*TASK PROMPT*. Without any pictures, output the records exactly as they are.

*EXCERPTED DATA*.

☆ ☆ ☆

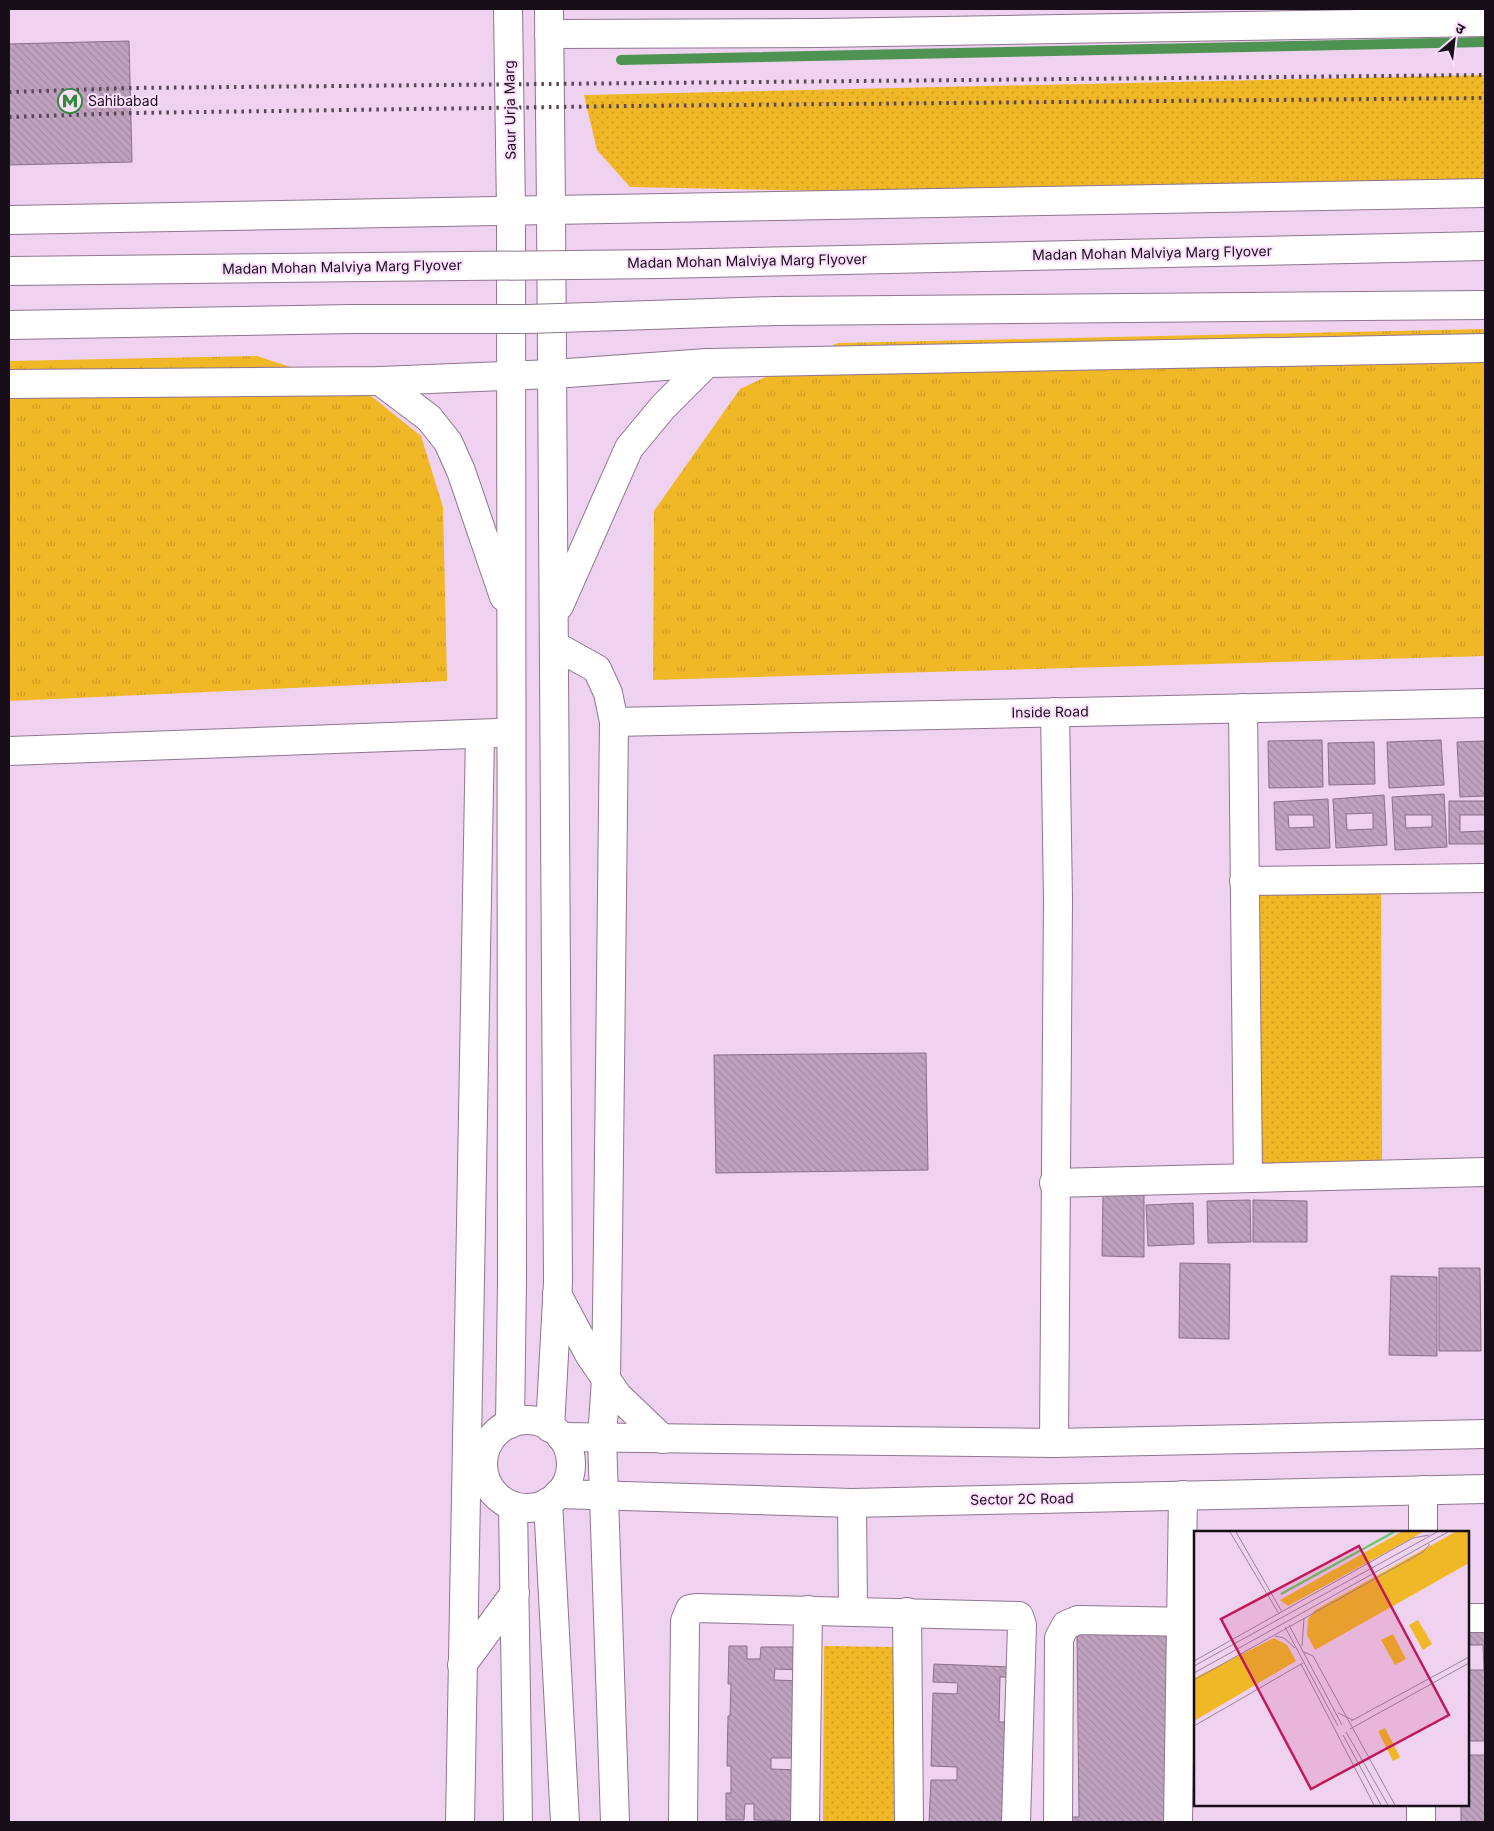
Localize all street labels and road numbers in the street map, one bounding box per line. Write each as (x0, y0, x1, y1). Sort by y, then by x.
street label: Saur Urja Marg (500, 60, 519, 160)
street label: Madan Mohan Malviya Marg Flyover (1032, 242, 1272, 263)
street label: Madan Mohan Malviya Marg Flyover (627, 250, 867, 271)
street label: Madan Mohan Malviya Marg Flyover (222, 256, 462, 277)
street label: Inside Road (1011, 702, 1089, 721)
street label: Sector 2C Road (970, 1489, 1074, 1508)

☆ ☆ ☆

*EXERCISE OUTPUT*.
Localize all street labels and road numbers in the street map, one bounding box per line. Write each as (x0, y0, x1, y1). Sort by y, then by x.
street label: Saur Urja Marg (500, 60, 519, 160)
street label: Madan Mohan Malviya Marg Flyover (1032, 242, 1272, 263)
street label: Madan Mohan Malviya Marg Flyover (627, 250, 867, 271)
street label: Madan Mohan Malviya Marg Flyover (222, 256, 462, 277)
street label: Inside Road (1011, 702, 1089, 721)
street label: Sector 2C Road (970, 1489, 1074, 1508)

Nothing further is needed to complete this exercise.